In a past life I think I was childhood friends with Maria Fallon. This time I met her in the only museum ever to be built in Poznan. It only had one permanent exhibit, and the rest of the rooms were converted into offices and a coffee bar after the governor decided no patron in their right mind would lend them anything worth looking at. There were numerous offers, but he always thought they were holding back the very best, so he refused everything. Some true lovers of art became so emphatic that what they had really was worth displaying that they gave the museum sculptures and paintings for free, asking only that the works be displayed. This offer only further convinced the governor that what the patrons were peddling was truly worthless. But another principle of the governor's life is never to turn down anything free, that it may be God's way of getting into your hands something that will be direly important later.
Consequently, the bottom floor of the Poznan museum is the most ornate and beautiful section of the entire building, as well as the city. It is underground, and only accessible by an elevator, which was turned off as soon as the last worker had returned from hanging the last portrait.

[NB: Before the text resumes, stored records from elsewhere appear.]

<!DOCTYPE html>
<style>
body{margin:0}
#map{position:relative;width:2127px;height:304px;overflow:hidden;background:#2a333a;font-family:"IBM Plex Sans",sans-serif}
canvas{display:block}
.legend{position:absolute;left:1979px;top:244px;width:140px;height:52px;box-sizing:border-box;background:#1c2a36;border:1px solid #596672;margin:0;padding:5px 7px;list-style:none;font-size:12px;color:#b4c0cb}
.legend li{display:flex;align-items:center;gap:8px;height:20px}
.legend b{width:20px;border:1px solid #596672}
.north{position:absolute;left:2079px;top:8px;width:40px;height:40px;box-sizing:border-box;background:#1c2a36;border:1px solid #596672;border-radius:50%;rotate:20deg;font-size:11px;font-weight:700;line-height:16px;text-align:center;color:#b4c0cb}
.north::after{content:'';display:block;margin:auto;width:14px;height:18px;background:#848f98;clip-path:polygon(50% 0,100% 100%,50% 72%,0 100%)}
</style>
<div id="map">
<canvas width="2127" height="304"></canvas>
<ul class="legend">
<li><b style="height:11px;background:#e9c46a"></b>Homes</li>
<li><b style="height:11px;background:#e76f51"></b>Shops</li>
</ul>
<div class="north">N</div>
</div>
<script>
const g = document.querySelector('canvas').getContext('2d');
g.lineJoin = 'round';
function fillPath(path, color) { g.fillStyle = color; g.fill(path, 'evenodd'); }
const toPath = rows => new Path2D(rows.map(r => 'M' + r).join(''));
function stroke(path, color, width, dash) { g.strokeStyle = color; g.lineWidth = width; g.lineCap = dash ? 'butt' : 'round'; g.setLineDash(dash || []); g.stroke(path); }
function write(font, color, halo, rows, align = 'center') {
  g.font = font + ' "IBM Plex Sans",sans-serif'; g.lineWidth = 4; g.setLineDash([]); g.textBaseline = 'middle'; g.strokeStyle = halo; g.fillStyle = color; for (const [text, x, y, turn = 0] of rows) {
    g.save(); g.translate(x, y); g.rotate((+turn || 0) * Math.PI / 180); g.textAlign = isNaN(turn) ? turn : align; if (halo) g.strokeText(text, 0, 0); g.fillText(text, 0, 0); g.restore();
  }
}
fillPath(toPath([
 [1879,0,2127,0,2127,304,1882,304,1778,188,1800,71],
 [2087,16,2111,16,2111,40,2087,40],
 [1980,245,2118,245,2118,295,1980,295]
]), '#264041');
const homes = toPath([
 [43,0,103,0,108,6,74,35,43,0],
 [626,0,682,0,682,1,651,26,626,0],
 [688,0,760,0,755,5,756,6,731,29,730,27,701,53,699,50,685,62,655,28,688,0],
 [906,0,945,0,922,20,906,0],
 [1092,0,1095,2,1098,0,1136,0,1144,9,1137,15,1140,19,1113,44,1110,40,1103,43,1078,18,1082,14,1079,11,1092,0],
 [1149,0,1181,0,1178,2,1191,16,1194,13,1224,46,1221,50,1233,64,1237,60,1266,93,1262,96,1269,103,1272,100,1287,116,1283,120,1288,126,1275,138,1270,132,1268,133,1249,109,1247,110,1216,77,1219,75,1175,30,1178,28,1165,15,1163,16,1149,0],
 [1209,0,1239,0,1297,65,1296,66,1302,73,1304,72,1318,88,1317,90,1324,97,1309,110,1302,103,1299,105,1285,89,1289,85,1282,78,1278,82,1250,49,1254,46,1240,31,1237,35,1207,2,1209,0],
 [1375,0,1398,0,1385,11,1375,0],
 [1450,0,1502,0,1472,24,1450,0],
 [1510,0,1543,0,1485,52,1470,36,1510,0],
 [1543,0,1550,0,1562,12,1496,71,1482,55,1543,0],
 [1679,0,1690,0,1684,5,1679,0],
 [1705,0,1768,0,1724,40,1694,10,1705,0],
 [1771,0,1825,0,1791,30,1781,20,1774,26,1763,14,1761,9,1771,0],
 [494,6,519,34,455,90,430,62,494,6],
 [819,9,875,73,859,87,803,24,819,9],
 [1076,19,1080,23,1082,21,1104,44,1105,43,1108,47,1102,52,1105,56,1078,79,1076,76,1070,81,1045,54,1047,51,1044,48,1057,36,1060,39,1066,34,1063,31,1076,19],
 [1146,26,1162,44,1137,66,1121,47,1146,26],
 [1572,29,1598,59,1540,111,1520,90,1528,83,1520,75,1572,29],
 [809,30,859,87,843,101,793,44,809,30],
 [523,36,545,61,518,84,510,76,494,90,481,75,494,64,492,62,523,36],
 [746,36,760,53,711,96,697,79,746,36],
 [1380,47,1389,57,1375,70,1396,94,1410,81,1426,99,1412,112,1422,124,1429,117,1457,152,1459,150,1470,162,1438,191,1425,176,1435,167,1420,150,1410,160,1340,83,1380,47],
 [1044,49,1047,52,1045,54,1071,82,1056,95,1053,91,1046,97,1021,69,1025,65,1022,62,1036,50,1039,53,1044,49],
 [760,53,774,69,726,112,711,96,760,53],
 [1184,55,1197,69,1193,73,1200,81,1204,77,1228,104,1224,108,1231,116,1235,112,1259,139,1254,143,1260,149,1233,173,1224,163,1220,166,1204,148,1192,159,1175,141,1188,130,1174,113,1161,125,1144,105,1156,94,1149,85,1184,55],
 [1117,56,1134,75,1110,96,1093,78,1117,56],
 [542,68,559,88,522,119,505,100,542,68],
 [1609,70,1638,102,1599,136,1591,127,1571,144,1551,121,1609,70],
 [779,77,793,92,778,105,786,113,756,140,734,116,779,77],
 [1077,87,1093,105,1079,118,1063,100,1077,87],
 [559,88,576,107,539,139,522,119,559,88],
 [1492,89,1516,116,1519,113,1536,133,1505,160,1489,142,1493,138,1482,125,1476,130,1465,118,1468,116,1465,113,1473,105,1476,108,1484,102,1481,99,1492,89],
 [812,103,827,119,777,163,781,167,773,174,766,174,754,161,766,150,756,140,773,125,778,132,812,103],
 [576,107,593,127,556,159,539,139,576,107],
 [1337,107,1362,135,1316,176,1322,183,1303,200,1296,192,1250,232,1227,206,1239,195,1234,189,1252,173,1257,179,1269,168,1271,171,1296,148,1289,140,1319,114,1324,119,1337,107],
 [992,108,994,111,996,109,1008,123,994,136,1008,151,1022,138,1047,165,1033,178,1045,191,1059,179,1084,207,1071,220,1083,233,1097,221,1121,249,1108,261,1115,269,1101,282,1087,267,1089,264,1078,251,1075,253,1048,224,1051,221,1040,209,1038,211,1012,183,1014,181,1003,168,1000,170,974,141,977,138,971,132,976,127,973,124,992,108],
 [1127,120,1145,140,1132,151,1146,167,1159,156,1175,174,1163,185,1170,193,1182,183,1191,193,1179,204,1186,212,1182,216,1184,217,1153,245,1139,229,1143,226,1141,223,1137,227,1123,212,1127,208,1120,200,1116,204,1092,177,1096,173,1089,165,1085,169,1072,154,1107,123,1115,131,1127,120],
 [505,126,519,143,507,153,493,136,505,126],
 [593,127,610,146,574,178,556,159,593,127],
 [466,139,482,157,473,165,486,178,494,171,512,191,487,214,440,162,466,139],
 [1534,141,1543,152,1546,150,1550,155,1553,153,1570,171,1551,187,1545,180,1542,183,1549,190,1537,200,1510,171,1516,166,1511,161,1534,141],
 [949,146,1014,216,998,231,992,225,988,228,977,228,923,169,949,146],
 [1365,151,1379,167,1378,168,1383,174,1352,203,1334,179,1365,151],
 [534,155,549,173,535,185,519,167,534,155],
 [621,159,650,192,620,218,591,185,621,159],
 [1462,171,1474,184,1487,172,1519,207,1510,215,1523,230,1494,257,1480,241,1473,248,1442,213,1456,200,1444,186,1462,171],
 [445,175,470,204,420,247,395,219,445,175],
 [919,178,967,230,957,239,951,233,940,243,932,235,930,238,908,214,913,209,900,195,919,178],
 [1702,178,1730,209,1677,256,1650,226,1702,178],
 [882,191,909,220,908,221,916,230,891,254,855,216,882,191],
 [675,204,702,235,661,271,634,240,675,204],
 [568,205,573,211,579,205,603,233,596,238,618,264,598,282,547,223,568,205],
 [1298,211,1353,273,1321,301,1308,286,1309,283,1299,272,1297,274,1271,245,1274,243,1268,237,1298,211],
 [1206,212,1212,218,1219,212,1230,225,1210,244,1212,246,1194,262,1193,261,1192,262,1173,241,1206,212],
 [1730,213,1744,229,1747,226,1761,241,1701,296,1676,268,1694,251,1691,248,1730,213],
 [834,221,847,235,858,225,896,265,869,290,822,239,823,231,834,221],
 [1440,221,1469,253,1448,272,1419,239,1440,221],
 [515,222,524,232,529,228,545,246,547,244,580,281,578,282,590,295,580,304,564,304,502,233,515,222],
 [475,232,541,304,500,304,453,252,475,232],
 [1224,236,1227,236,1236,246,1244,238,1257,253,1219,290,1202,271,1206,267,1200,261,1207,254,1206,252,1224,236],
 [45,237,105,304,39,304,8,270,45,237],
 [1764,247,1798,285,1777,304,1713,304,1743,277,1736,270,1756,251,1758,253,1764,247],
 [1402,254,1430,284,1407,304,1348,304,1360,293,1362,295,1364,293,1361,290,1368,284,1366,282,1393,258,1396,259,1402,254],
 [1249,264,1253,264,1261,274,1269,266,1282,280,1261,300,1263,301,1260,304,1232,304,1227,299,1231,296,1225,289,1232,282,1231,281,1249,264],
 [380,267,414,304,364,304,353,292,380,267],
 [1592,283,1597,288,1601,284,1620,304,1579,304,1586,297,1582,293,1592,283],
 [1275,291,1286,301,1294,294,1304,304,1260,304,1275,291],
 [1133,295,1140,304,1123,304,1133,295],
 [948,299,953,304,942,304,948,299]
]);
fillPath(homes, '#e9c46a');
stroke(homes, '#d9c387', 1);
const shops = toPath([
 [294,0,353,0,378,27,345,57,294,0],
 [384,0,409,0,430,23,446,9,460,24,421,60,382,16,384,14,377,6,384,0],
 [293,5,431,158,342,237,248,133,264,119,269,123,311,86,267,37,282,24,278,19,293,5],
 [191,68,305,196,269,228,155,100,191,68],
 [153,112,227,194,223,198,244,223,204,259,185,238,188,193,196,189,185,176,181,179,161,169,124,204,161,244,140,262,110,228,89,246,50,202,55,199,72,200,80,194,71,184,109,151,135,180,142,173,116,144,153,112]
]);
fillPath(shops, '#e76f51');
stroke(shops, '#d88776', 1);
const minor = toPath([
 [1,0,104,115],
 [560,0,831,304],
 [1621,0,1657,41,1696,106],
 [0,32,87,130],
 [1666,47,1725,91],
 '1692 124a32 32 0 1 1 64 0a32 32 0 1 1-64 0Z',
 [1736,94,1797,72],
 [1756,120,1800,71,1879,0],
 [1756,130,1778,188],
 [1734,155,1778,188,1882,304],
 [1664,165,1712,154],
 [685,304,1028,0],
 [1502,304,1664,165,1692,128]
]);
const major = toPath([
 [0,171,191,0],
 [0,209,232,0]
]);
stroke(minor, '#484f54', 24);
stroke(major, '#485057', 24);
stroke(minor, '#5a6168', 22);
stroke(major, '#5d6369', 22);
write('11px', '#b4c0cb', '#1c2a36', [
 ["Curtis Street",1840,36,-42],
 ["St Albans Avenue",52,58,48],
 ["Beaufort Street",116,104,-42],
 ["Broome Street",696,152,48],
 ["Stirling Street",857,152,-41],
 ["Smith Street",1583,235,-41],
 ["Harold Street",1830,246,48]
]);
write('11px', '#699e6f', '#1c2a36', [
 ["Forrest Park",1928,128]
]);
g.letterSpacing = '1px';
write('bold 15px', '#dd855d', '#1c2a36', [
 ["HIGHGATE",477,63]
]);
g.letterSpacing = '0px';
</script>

I was looking at the small collection of photographs in the permanent collection (all done by Timothy Holebrook - "Poznan's one stop for family portraits, business portfolio shots and important event memory making!"). The picture that seemed to hold my attention was a sepia print of two women, one the daughter of the other. The text to the right of the photo said their names were Josephine and Tamara Reed. The text also said that the photograph was taken to commemorate the leaving of Tamara's husband for a second tour of duty in the desert, which Mr. Holebrook had been commissioned to eternalize.
Tamara was visibly sad, but stood straight and wasn't weeping. Josephine had her left arm around her daughter's shoulders, and her expression was somehow off-putting. Mr. Holebrook had noticed this after developing the photograph, and purely from curiosity asked her what she was thinking about that afternoon. "My mother used to tell me about having to see her brothers go off to war. In Poland that was widely considered to be a death sentence. Three of her brothers went right away, but the other three went individually, once they had 'made right with God'. She told me that by the fifth brother, she had learned to almost lock herself off. She would put her arm around her baby sister and stay motionless until the train couldn't be heard anymore. I was thinking about that the day we saw Evan off. I realized what my mother meant, and then it was like all common feelings, feelings and reactions I'd had and used all my life, just fell out. And I was trying to think of what new feeling was forcing itself upon me then. It was the same train station, did you know that? Same platform and everything. Well, maybe not the same train, I guess they must've changed that out, for environmental reasons. Anyway, I was just trying to figure out what it was I was feeling, and then he was gone. Tamara said the train had been out of sight for almost two minutes, and that people were staring."
Mr. Holebrook couldn't remember the first two minutes after the picture. He'd been busy fiddling with dials on his camera, checking light and exposure rates. He asked Mrs. Reed if she'd figured out what the feeling was on the platform. "Nope," she said, "but I can still feel it a little. Every now and then I stop and try to think about it. But mostly I keep busy."
"It's her soul," Maria said, through God-given olive lips. I hadn't noticed someone beside me. She was still reading the block of text.
"Is that what makes this picture so....disquieting?"
She straightened herself, and I promised myself something viciously alcoholic if I didn't make an ass of myself right there, for only her to see. She looked back at the photograph, at Josephine and Tamara.
"Yes. Her soul doesn't know what to do when another is departing - one it new so privately. It's trying to turn away, and she's trying to figure that out, but gets lost in trying because she doesn't see how a soul, particularly one's own, could will something without the person also willing it."
"Can the soul do that?"
"Look at the picture."
"That's a bit of a circular argument."
"Yes, well. Look at yourself then."
I looked her in the eyes.
My Captain My Captain.
Maria Fallon walked out of the room, then out of the museum and into the light and heat of Sol, ages and ages old.